How many LLCs or business entities should you create to protect your assets? This is a common question during an asset protection consultation, and my standard lawyerly answer is – “it depends”. It depends on the following factors:
1. the individual’s personal risk tolerance level, i.e., how much can you stomach losing
2. nature of the asset, i.e., is it safe or dangerous
3. how important is the asset to your overall financial well-being
4. do you live in a state with joint and several liability
Item #1 and #2 – Risk tolerance and danger level
Item #1 and #2 are fairly obvious. If you have five properties each with 100k in equity and you were to put all five properties in one LLC then all 5 or, 500k in personal wealth, is at risk. Another way to state this rule is if one property is the cause for harm then all your properties can be used to satisfy any judgment. If you are not comfortable with this potential outcome, then segregating your properties into multiple LLCs would minimize your overall risk exposure. Similarly, you would never want to put savings or stocks in the same LLC as your real estate because these assets would be made available to your LLCs creditors.
Item #3 – How important is the asset to your overall financial well-being
If all you focus on is equity, then you may be unnecessarily risking your more valuable assets. Consider Nancy, who owns four properties each of which, has less than 35k in equity. Nancy is comfortable placing all four properties in one LLC figuring her total risk exposure is no more than 140k.

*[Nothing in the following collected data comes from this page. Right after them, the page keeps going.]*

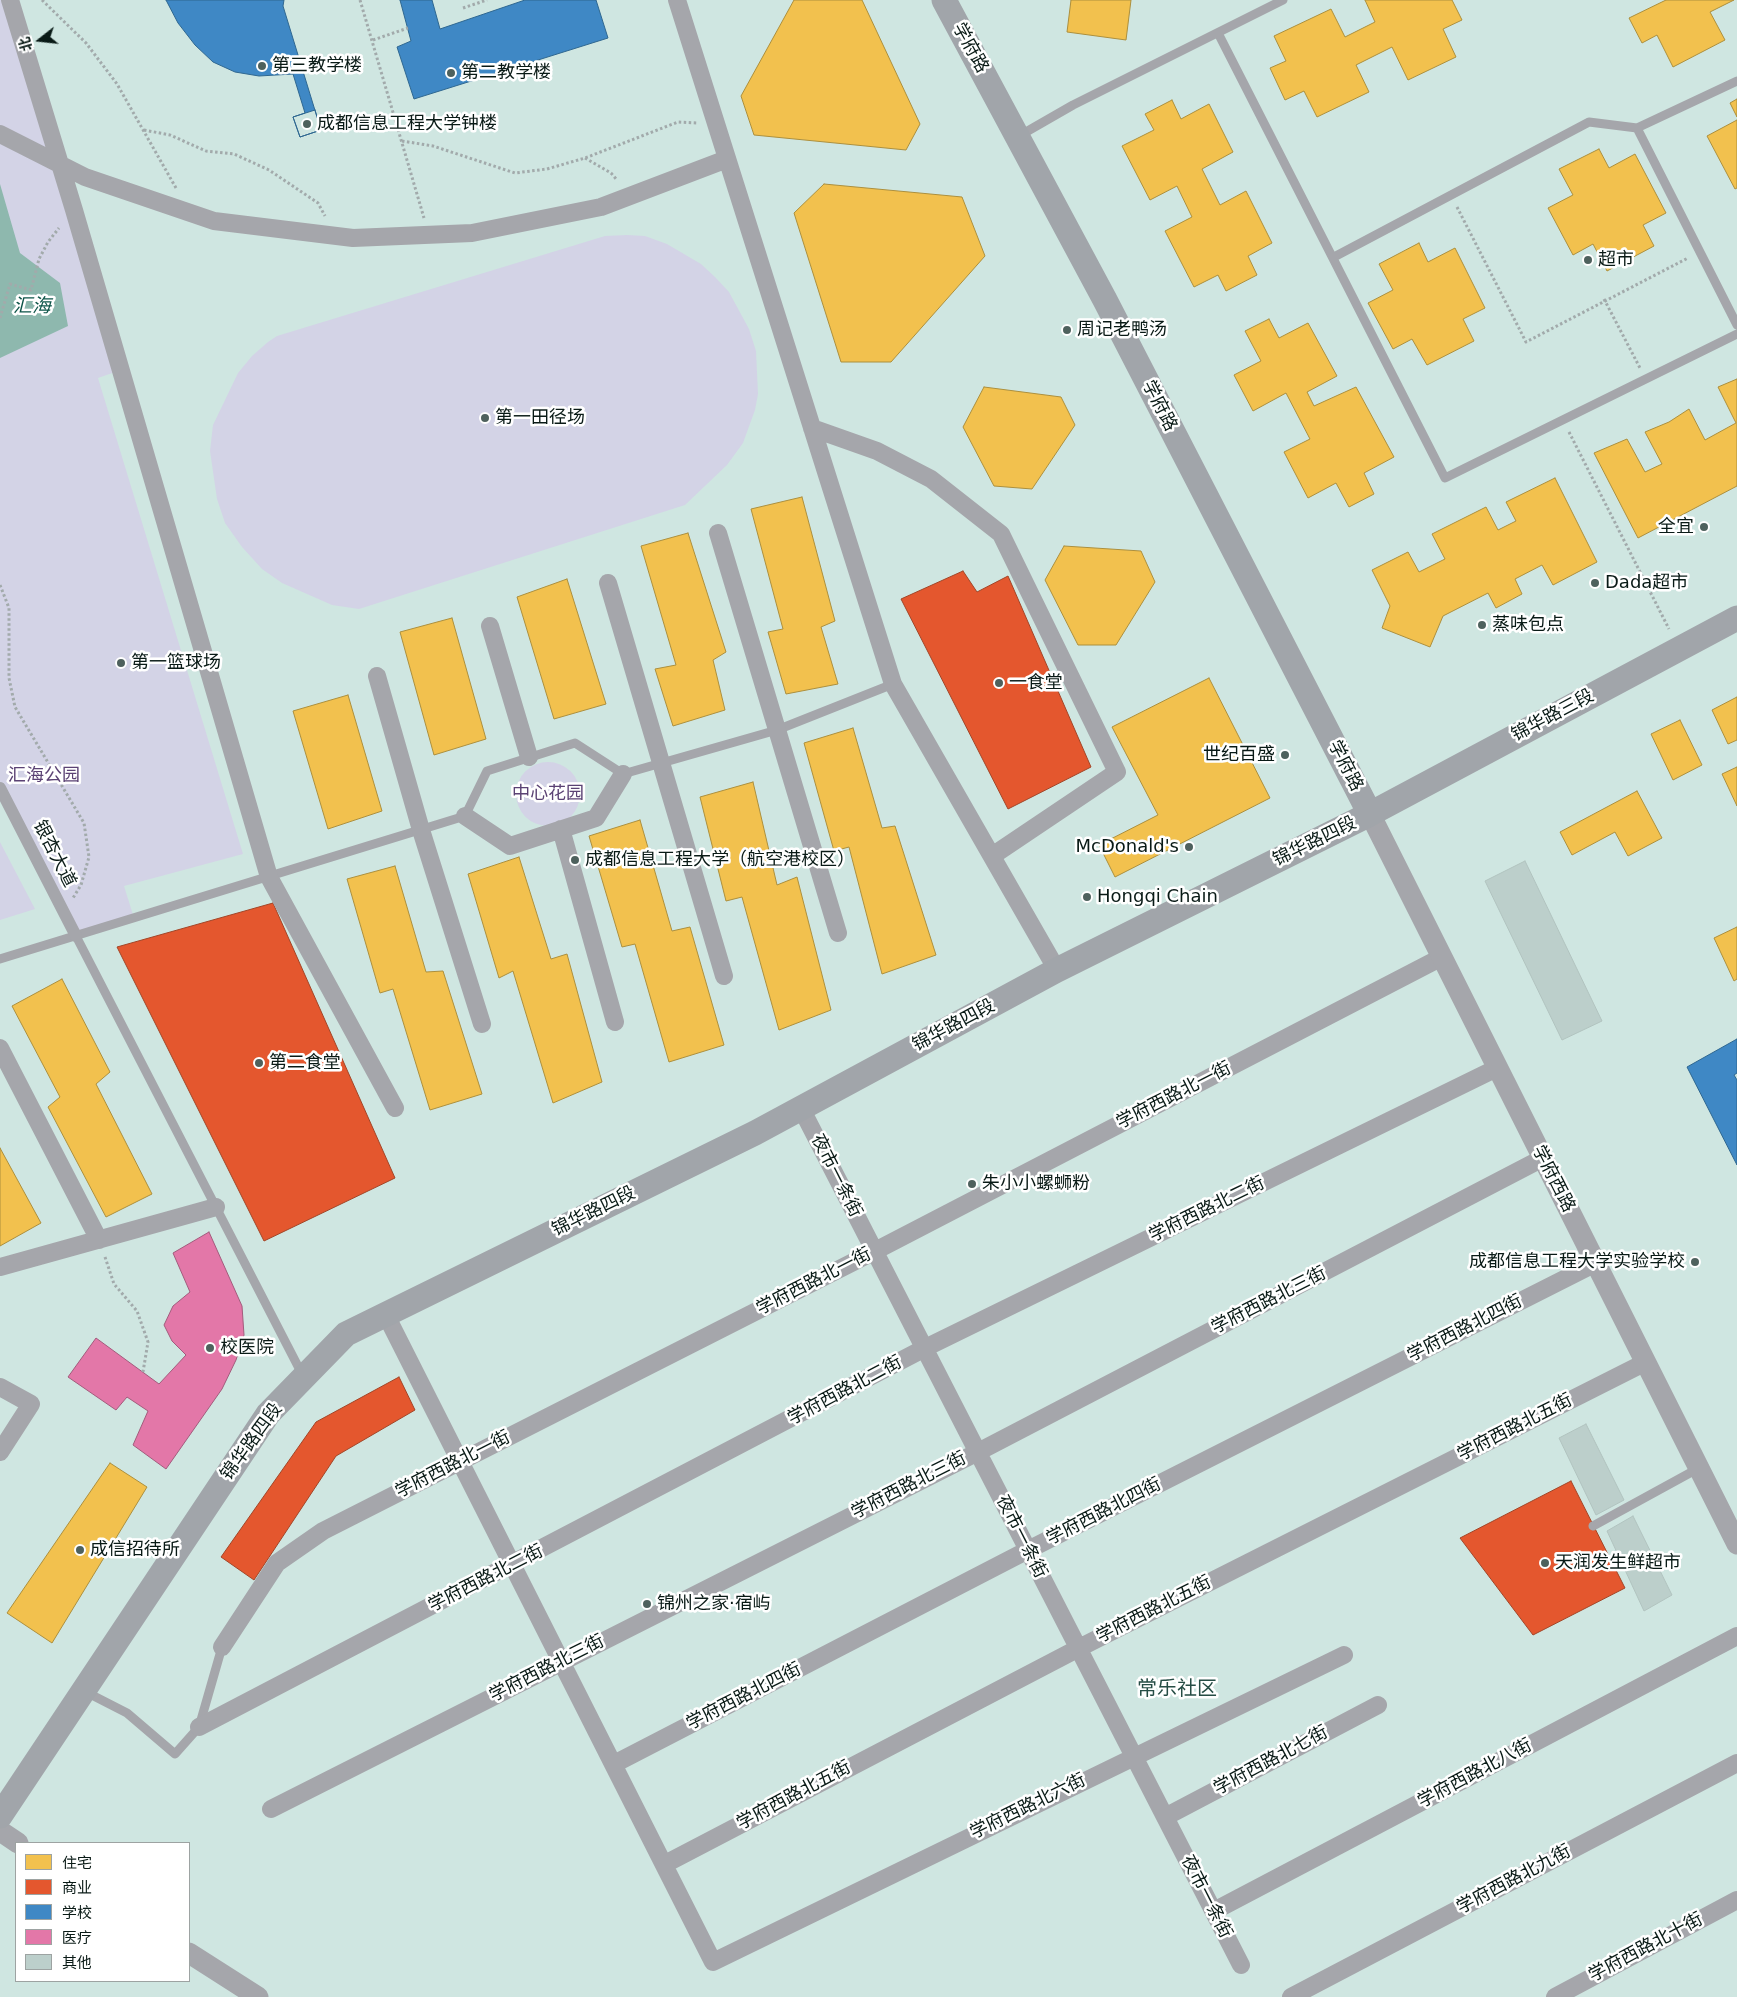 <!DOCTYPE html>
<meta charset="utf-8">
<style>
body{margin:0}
#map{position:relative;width:1737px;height:1997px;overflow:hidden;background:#cfe6e1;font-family:"DejaVu Sans","Noto Sans SC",sans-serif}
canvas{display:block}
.legend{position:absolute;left:15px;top:1842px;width:175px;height:140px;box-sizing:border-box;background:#fff;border:1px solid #9da3a2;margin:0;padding:6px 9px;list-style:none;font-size:15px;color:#091a16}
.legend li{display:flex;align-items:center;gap:10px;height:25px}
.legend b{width:25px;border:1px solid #9da3a2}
.north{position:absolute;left:15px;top:15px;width:50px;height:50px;-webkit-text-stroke:4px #fff;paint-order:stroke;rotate:254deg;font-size:14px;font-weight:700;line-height:20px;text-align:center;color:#091a16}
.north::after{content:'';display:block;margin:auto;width:18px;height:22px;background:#091a16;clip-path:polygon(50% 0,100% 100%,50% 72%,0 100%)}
</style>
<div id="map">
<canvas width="1737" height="1997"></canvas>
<ul class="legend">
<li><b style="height:14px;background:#f2c14e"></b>住宅</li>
<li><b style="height:14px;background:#e4572e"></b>商业</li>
<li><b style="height:14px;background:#3f88c5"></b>学校</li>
<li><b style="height:14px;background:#e377a8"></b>医疗</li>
<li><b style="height:14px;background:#bccfcb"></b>其他</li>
</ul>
<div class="north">北</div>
</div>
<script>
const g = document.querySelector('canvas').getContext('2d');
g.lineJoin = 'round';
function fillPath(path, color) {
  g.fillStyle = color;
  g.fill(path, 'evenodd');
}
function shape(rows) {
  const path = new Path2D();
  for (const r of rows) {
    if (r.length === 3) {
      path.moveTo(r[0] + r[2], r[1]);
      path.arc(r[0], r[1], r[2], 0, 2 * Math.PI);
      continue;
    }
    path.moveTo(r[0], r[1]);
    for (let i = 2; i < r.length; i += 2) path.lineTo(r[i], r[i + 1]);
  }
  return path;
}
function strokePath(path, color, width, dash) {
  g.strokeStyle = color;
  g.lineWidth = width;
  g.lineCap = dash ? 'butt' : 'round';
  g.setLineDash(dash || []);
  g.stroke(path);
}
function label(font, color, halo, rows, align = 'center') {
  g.font = font + ' "DejaVu Sans","Noto Sans SC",sans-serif';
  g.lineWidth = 5;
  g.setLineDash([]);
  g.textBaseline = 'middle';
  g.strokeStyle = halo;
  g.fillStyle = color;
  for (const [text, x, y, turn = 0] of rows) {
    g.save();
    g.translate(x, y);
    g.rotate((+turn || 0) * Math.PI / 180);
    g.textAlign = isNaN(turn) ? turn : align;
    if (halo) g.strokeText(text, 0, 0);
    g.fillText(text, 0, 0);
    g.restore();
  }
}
fillPath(shape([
 [0,0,10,0,121,370,98,378,243,854,124,886,134,918,76,936,0,788],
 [627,235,645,236,667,244,701,264,715,277,729,292,749,329,756,351,758,394,755,410,743,443,727,465,685,505,359,609,332,605,282,583,262,569,242,547,225,523,217,499,210,451,213,425,238,373,252,356,268,342,277,336,605,236],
 [548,794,32],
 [0,842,35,909,0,920]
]), '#d3d3e6');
fillPath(shape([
 [0,184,20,253,60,283,68,326,0,358]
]), '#8eb8ae');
const homes = shape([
 [794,0,862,0,920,124,906,150,754,135,741,96,794,0],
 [1071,0,1131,0,1126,40,1067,32,1071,0],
 [1365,0,1452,0,1462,20,1443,29,1456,57,1408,80,1392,47,1356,65,1369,92,1317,117,1304,91,1285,100,1270,68,1286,61,1274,36,1331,9,1345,37,1375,22,1365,0],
 [1666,0,1734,0,1710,12,1725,40,1673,67,1657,35,1642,43,1629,18,1666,0],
 [1737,99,1737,117,1730,103,1737,99],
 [1172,100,1181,119,1209,104,1233,152,1202,169,1220,205,1246,191,1272,243,1248,256,1257,275,1226,291,1218,275,1194,287,1165,231,1192,217,1177,186,1150,200,1122,146,1154,130,1145,114,1172,100],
 [1737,120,1737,188,1735,189,1707,136,1737,120],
 [1599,149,1609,168,1635,154,1666,213,1643,225,1654,246,1607,271,1593,244,1573,255,1548,208,1573,195,1559,169,1599,149],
 [824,184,962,197,985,256,891,362,841,362,794,213,824,184],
 [1419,243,1428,262,1455,248,1485,308,1463,319,1474,341,1427,365,1412,339,1393,349,1368,303,1393,290,1379,264,1419,243],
 [1269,319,1279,338,1308,323,1337,376,1307,392,1314,406,1356,387,1394,457,1364,473,1374,494,1349,507,1336,483,1308,498,1284,452,1310,439,1286,393,1253,411,1234,375,1261,361,1245,331,1269,319],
 [1737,379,1737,486,1638,538,1594,453,1627,439,1645,472,1662,464,1645,432,1669,422,1689,409,1705,440,1736,423,1718,387,1737,379],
 [984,387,1061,397,1075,425,1032,489,994,486,963,427,984,387],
 [1555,478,1597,562,1553,585,1542,565,1515,579,1522,594,1496,608,1488,593,1443,616,1430,647,1382,628,1390,606,1372,570,1408,552,1419,572,1445,559,1432,534,1486,507,1498,530,1516,521,1506,502,1555,478],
 [802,497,835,621,821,627,838,684,786,694,768,632,783,629,751,509,802,497],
 [688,533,726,652,713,660,725,710,673,726,655,669,676,665,641,546,688,533],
 [1064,546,1141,551,1155,582,1116,645,1078,645,1045,580,1064,546],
 [567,579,606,704,554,719,517,597,567,579],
 [452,618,486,739,434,755,400,632,452,618],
 [1209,678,1270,798,1115,877,1099,845,1158,815,1112,727,1209,678],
 [348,695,382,811,328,829,293,711,348,695],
 [1737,697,1737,740,1728,744,1712,710,1737,697],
 [1680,720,1702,765,1673,780,1651,734,1680,720],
 [853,728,882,828,895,826,936,955,882,974,849,847,834,851,804,743,853,728],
 [1737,767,1737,806,1722,774,1737,767],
 [753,782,777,885,797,877,831,1010,779,1030,742,897,726,901,700,797,753,782],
 [1637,791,1662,838,1628,856,1615,832,1572,855,1560,832,1637,791],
 [640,820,672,931,690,927,724,1045,669,1062,635,944,622,947,589,836,640,820],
 [519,857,551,959,567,954,602,1082,553,1103,513,971,499,978,468,874,519,857],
 [395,866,426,972,443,971,482,1094,430,1110,393,989,380,993,347,879,395,866],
 [1737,927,1737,979,1734,981,1714,938,1737,927],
 [62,979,110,1072,96,1084,152,1194,106,1217,48,1107,60,1097,12,1006,62,979],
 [0,1148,41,1223,0,1246,0,1148],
 [110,1463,147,1487,52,1643,7,1613,110,1463]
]);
fillPath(homes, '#f2c14e');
strokePath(homes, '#ac8f3d', 1);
const shops = shape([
 [963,571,977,592,1008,576,1091,767,1008,809,901,599,963,571],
 [273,903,395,1178,264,1241,117,947,273,903],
 [399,1377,415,1410,336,1456,254,1580,221,1557,316,1422,399,1377],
 [1571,1481,1625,1588,1533,1635,1460,1538,1571,1481]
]);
fillPath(shops, '#e4572e');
strokePath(shops, '#a24527', 1);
const schools = shape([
 [166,0,284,0,283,6,321,130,300,137,293,117,305,113,293,74,259,76,235,72,213,62,195,45,178,23,166,0],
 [400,0,432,0,440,29,525,0,596,0,608,38,414,99,397,47,411,41,400,0],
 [315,110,321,130,300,137,293,117,315,110],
 [1737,1039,1737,1073,1734,1075,1737,1080,1737,1165,1687,1067,1737,1039]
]);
fillPath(schools, '#3f88c5');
strokePath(schools, '#2f6790', 1);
const health = shape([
 [209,1232,242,1306,244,1335,236,1360,222,1389,166,1469,133,1445,148,1411,127,1397,116,1410,68,1377,96,1338,159,1384,186,1355,172,1341,164,1325,173,1306,190,1292,173,1253,209,1232]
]);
fillPath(health, '#e377a8');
strokePath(health, '#a25b7c', 1);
const building = shape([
 [1525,861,1602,1021,1562,1040,1485,881,1525,861],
 [1586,1424,1624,1500,1596,1515,1559,1438,1586,1424],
 [1633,1516,1672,1595,1644,1611,1607,1531,1633,1516]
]);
fillPath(building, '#bccfcb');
strokePath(building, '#b1c3bf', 1);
strokePath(shape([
 [42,0,86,43,117,84,176,188],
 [360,0,424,218],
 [463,8,487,0],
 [373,40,408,28],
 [144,130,170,135,206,151,234,154,269,170,318,203,325,216],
 [402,141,433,146,515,173,547,169,585,158,678,122,698,123],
 [585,158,611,173,617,180],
 [1457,207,1526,342,1688,258],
 [1604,299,1640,368],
 [0,318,10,284,31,290,39,259,48,242,59,228],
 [1569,432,1669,629],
 [0,585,9,608,9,678,15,707,84,823,89,857,81,885,73,898],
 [105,1257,114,1284,137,1311,148,1342,143,1372]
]), '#a2aaab', 3, [2.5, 2.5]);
strokePath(shape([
 [1218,33,1445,478,1737,334],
 [1737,81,1637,128,1737,325],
 [1019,136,1073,105,1283,0],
 [1334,257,1589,122,1637,128],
 [76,936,303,1376],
 [0,959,465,816,487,771,575,743,623,774,777,730,893,684],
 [1593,1526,1699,1468],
 [84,1691,127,1713,175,1754,199,1727,222,1647]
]), '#a5a6ab', 9);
strokePath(shape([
 [0,788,76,936]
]), '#a5a6ab', 12);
strokePath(shape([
 [10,0,74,210,269,877,395,1108],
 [677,0,893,684,1057,970],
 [0,134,85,177,214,221,353,238,472,233,601,207,727,159],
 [812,428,877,451,931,479,1001,534,1117,772,992,856],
 [718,533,838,933],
 [608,583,724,976],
 [490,626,529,757],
 [377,676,421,830,482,1024],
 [465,816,510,846,596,818,623,774],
 [561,829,615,1022],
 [0,1048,99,1240],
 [801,1108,1241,1965],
 [0,1267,216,1207],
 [386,1315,713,1962,1344,1655],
 [0,1387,31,1404,0,1452],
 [222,1647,277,1563,323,1531,875,1251,1442,957],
 [199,1727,925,1348,1497,1068],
 [614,1764,1028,1550,1596,1263],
 [271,1809,978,1452,1543,1158],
 [1165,1817,1378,1705],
 [665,1864,1079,1648,1646,1362],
 [1214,1911,1737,1636],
 [1291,1997,1737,1763],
 [1555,1997,1737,1900]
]), '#a5a6ab', 18);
strokePath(shape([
 [1370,814,1737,1544],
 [0,1831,18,1843],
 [189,1953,258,1997]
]), '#a5a6ab', 21);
strokePath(shape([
 [944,0,1105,300,1370,814],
 [0,1816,268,1414,346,1334,755,1133,1057,970,1370,814,1737,618]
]), '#a1a5aa', 25);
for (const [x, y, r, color] of [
 [262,66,5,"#4e615d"],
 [451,73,5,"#4e615d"],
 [307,124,5,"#4e615d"],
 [1588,260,5,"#4e615d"],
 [1067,330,5,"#4e615d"],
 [485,418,5,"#4e615d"],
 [1704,527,5,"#4e615d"],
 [1595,583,5,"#4e615d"],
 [1482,625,5,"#4e615d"],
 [121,663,5,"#4e615d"],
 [999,683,5,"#4e615d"],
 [1285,755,5,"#4e615d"],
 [1189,847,5,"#4e615d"],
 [575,860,5,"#4e615d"],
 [1087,897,5,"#4e615d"],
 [259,1063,5,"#4e615d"],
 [972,1184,5,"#4e615d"],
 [1695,1262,5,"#4e615d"],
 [210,1348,5,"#4e615d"],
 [80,1550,5,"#4e615d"],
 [1545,1563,5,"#4e615d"],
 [647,1604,5,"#4e615d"]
]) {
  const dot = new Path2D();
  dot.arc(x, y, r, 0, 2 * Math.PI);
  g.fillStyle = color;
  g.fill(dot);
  strokePath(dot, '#fff', 2);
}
label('18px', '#091a16', '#fff', [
 ["学府路",970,48,61],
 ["学府路",1159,406,63],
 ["锦华路三段",1553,716,-28],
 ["学府路",1345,766,63],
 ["锦华路四段",1315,842,-26],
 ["银杏大道",54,854,63],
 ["锦华路四段",954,1026,-28],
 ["学府西路北一街",1174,1096,-27],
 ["夜市一条街",836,1176,63],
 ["学府西路",1553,1179,63],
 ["学府西路北二街",1207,1210,-26],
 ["锦华路四段",594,1212,-26],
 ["学府西路北一街",814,1282,-27],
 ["学府西路北三街",1269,1301,-27],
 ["学府西路北四街",1465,1329,-27],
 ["学府西路北二街",845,1391,-28],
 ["学府西路北五街",1515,1428,-27],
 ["锦华路四段",252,1442,-54],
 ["学府西路北一街",453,1465,-27],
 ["学府西路北三街",909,1486,-27],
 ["学府西路北四街",1104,1512,-27],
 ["夜市一条街",1021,1537,63],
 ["学府西路北二街",486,1579,-27],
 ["学府西路北五街",1154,1610,-27],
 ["学府西路北三街",547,1669,-27],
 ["学府西路北四街",744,1697,-27],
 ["学府西路北七街",1271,1761,-28],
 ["学府西路北八街",1475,1774,-28],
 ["学府西路北五街",794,1796,-28],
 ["学府西路北六街",1028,1807,-26],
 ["学府西路北九街",1514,1880,-28],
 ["夜市一条街",1206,1897,63],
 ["学府西路北十街",1646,1948,-28]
]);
label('18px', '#091a16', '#fff', [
 ["第三教学楼",272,66],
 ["第二教学楼",461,73],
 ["成都信息工程大学钟楼",317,124],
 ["超市",1598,260],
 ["周记老鸭汤",1077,330],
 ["第一田径场",495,418],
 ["全宜",1694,527,"right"],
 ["Dada超市",1605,583],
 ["蒸味包点",1492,625],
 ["第一篮球场",131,663],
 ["一食堂",1009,683],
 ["世纪百盛",1275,755,"right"],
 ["McDonald's",1179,847,"right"],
 ["成都信息工程大学（航空港校区）",585,860],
 ["Hongqi Chain",1097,897],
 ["第二食堂",269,1063],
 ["朱小小螺蛳粉",982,1184],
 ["成都信息工程大学实验学校",1685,1262,"right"],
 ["校医院",220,1348],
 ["成信招待所",90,1550],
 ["天润发生鲜超市",1555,1563],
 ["锦州之家·宿屿",657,1604]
], 'left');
label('18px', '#5b4274', '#fff', [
 ["汇海公园",44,776],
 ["中心花园",548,794]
]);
label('italic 19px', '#0d5448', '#fff', [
 ["汇海",32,307]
]);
label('20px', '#264d45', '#fff', [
 ["常乐社区",1177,1690]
]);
</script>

However, two of Nancy’s properties are cash flowing cows and generate 14k a year after all expenses. Nancy would be wise to segregate these properties out into different LLCs based on the value of their income and less so on their equity.
Item #4 – Do you live in a state with joint and several liability
Most investors are unaware of this rule, but it is very dangerous to your overall financial well-being in a lawsuit. I am currently working with an individual who is in the midst of a heinous lawsuit. The facts are as follows: Roger owns a San Diego nightclub – Paradise LLC, that he operates out of a building he leases from Frank. Roger also uses a local Valet Company to handle his parking. One night a patron, after receiving his car from the valet service, runs into two club patrons permanently disabling both of them from the waist down. After the dust settles the plaintiff’s attorney settles with Paradise LLC and the Valet Company for their insurance policies but applies the full court press to Frank for 15 million in damages. Remember, Frank is just the property owner and had nothing to do with the operation of the club.
You might be thinking Frank should be able to beat the case because he didn’t do anything. In some states, you might be right but California follows the rule of joint and several liability. This rule makes each of multiple defendants liable for the entirety of the plaintiff’s loss, regardless of each defendants’ degree of fault. Thus, if the plaintiff’s attorney can convince a jury Frank is just 1% at fault, Frank will be liable for 100% of the damages.
If you own and lease property in one of these states, AL, AZ, CA, DE, HI, IL, KS, KY, ME, MD, MA, NC, RI, VA then you are in a state that follows the rule of joint and several liability. You should be particularly careful in how you segregate your assets because you face a greater risk exposure to potential lawsuits for situations you might not think you could ordinary be held liable.